Uh. Good point. Someone might slip and fall in the blue goo and get a head injury and who else are they gonna call? And even though that hasn't happened in a year and a half... you can definitely bet it would happen on the- on the day I'm not... Yeah. I'm gonna go.

[He waves a hand and slides out of the chair.] I'll, uh... See you around.

[SO SMOOTH.]
glassesonachain: (itty bitty smile)

[personal profile] glassesonachain 2013-05-31 03:50 pm (UTC)(link)
[But he is winning. That's why she's pushing him away! BENNETT LOGIC. She just doesn't know what she wants, she's too afraid to admit that being more than sort-of friends with him is a very appealing idea.]

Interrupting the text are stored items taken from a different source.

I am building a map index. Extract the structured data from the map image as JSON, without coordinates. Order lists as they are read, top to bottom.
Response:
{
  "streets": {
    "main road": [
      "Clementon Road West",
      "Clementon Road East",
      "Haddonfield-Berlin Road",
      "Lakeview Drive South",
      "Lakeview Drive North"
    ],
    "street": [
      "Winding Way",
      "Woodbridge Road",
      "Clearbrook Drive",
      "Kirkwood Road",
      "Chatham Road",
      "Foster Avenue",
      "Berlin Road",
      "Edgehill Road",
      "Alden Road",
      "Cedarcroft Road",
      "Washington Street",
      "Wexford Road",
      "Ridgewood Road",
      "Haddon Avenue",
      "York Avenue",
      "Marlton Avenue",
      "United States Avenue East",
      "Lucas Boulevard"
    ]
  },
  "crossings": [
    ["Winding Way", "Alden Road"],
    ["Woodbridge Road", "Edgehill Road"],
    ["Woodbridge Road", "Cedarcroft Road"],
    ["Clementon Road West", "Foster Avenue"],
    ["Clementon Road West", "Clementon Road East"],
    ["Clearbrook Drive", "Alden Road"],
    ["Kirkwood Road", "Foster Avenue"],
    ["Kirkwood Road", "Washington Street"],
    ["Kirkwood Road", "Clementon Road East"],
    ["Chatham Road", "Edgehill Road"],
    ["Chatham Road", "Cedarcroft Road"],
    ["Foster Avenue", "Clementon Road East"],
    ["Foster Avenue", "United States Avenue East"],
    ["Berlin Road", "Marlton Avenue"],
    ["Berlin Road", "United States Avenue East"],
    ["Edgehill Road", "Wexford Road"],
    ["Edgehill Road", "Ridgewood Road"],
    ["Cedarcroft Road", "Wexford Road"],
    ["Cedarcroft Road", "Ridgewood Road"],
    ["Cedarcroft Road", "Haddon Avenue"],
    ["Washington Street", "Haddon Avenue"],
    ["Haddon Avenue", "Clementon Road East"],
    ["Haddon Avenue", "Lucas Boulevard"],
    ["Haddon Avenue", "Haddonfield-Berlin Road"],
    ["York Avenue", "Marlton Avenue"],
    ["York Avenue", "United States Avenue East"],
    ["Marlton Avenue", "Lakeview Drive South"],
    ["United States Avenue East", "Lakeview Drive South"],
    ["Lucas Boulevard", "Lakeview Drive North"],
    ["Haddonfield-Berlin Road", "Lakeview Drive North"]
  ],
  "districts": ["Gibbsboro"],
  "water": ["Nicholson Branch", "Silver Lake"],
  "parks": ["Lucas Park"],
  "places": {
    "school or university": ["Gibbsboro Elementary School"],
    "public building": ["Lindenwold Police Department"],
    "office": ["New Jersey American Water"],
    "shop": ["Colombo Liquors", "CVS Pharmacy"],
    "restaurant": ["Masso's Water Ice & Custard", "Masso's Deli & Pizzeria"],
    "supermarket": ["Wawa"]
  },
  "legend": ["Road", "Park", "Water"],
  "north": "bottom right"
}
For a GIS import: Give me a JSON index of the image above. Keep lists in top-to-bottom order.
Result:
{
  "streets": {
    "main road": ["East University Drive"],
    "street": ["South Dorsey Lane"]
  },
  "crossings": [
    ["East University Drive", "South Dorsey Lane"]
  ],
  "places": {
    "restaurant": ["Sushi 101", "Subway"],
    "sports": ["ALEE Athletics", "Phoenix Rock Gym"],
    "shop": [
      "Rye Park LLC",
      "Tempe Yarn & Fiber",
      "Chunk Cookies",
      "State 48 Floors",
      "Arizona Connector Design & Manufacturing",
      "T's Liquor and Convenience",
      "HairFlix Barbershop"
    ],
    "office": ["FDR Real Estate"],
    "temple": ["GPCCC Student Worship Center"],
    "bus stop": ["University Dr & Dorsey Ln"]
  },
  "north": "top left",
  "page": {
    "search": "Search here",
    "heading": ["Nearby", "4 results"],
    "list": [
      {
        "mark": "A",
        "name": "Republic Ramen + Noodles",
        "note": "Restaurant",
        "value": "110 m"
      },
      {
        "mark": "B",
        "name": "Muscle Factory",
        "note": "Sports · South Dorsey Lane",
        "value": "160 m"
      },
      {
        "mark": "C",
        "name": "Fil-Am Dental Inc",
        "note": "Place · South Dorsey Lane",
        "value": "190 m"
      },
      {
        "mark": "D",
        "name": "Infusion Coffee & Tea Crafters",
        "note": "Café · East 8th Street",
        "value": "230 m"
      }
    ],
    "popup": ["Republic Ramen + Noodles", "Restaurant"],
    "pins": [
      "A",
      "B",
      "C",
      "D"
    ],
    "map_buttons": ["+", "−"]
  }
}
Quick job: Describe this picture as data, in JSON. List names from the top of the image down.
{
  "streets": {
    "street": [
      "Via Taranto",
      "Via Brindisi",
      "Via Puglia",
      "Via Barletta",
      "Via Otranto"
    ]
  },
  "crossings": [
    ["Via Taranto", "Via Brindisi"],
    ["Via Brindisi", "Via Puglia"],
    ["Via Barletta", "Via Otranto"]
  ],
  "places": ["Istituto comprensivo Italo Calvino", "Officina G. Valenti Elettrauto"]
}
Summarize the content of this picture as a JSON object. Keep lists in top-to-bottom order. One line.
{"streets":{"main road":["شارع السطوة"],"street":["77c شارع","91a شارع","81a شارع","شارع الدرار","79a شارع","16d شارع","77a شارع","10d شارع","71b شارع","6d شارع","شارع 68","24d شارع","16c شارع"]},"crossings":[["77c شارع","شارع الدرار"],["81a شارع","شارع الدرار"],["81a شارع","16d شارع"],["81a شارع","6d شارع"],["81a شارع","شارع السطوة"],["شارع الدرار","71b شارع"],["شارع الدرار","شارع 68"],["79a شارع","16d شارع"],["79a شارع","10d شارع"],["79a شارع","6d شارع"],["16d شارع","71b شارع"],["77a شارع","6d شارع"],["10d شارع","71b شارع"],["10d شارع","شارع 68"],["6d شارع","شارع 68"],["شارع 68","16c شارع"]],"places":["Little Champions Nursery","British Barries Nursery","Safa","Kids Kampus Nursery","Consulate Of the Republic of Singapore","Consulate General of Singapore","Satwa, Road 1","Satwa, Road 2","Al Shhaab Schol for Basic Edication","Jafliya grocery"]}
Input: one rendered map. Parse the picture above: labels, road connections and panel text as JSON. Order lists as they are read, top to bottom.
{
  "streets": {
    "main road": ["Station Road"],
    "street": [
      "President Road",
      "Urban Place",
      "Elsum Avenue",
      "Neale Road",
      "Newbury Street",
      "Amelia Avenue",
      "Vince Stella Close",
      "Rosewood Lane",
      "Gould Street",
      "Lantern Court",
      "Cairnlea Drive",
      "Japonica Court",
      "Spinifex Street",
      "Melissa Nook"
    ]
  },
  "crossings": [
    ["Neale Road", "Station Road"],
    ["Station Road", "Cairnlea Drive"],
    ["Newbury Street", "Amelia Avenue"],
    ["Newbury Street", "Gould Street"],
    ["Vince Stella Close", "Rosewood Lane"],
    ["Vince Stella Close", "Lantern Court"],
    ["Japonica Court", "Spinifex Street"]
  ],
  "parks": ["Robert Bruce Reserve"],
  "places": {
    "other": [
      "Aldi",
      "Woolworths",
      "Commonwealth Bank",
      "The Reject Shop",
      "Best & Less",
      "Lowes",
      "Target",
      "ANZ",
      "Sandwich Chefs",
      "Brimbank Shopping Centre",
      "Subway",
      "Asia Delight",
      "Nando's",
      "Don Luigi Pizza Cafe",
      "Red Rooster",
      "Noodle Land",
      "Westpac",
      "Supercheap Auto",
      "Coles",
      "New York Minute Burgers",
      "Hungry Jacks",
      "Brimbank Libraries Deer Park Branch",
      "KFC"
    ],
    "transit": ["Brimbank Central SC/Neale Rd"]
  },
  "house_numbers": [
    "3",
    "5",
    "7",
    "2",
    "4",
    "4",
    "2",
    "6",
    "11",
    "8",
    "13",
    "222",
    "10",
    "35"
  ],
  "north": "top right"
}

We can, we could, uh. Possibly, maybe work on the, the nanite project? Later?

[That's a little better, isn't it? SHE HOPES SO.]
andblockbuster: (A is no longer a vowel.)

[personal profile] andblockbuster 2013-06-01 05:09 pm (UTC)(link)
[Internally, he does a little fistbump. IT DID WORK. IT DID.] Yeah! Yeah, I've actually been compiling some notes. Um. I'll get back to you on those.

[He starts walking backwards.] And don't worry about those guys that give you hard questions- they're just being jerks.

[He nearly trips over a table in his insistence in going backwards and has to correct himself.] Later!